Why did we make this change
All this activity results in lots of RANDOM IO. In order to reduce the of random IO this feature helps by allowing the user to place the UNDO logs anywhere in the file system. This flexibility can be used to place them on an SSD for example.
New configuration variables
- innodb_undo_dir – This should be set to the directory where all the configured UNDO tablespaces will be created. Can be an absolute path too. Default is “.”.
- innodb_undo_tablespaces – This should be set to the number of UNDO tabespaces that you want to created. Note: This must be set at the time of database creation. Once created this cannot be changed.
- innodb_undo_logs (renamed from innodb_rollback_segments) – This should be set to the minimum number of rollback segments that you want. More can be added later but they cannot be removed. However, setting it to a smaller value at runtime will ensure that only the number set will be used when assigning to transactions.
There are a few gotchas here that you should be aware off. The innodb_undo_tablespaces can be set only at the time of database creation and the value must be the same for the lifetime of the database. More UNDO tablespaces cannot be added and existing tablespaces cannot be dropped. We may add better UNDO tablespace management in the future.
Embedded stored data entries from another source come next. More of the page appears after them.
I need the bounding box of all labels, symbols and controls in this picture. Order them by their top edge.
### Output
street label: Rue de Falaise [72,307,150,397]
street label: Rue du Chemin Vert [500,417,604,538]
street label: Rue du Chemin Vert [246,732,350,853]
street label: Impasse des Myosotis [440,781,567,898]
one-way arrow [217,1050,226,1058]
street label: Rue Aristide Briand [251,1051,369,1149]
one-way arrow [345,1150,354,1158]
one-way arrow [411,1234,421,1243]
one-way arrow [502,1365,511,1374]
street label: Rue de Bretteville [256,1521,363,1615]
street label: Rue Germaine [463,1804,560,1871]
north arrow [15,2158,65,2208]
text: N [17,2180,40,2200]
Case 1. 128 segments spread across 128 segments.
- innodb_undo_logs = 128
- innodb_undo_tablespaces = 127 (we always create one log in tablespace 0, this is to avoid breaking the system tablespace layout)
Case 2. Start with one rollback segment but may want to create more later and spread them across say 4 UNDO tablespaces
- innodb_undo_tablespaces = 4
- innodb_undo_logs = 1
This will create the UNDO tablespaces but they will be empty, the single rollback segment that is created in tablespace 0 will work. Later if you want to add more tablespaces. You will need to shutdown the server and set the innodb_undo_logs variable to the number that you want. Lets say we add 2 more spaces. We would restart the server with the following parameters:
- innodb_undo_tablespaces = 4
- innodb_undo_logs = 3 - This will create two new rollback segments in the UNDO tablespace 1 and UNDO tablespace 2. Also this will disable the use of the rollback segment in tablespace 0.
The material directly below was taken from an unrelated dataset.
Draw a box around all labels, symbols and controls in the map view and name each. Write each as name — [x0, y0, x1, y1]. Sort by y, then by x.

If there were some UNDO records in rollback segment 1 they will be processed as normal. Only change is that no new ones will be written to rollback segment 1. It will be skipped when assigning rollback segments to new transactions.
Future work
Mapping of tablespace id to tablespace name is something that we would like to add so that users can change the path of individual tablespaces instead of all being lumped together in innodb_undo_dir. Managing these extra tablespaces is also something that we think is important, especially the adding and dropping of UNDO tablespaces including better management of the UNDO segments.
Conclusion
As we have seen writing to the UNDO logs and accessing them can result in a lot of random IO. One way to reduce that overhead is to place the UNDO tablespaces on SSD. This feature allows the placement of the UNDO logs anywhere on the file system in a directory that is controlled by the configuration variable innodb_undo_dir. Note: this change is not backward compatible, databases created with this feature cannot be opened by older versions of InnoDB. The main problems are that the old code doesn’t open these new system tablespaces before applying REDO and secondly there are some checks that assume space id can only be 0. The file format is not the problem as such.
July 26th, 2011 at 7:41 am
[...] similar to what a file would be in a file system,e.g., user tables and indexes are also stored… Read more… Categories: MySQL Share | Related [...]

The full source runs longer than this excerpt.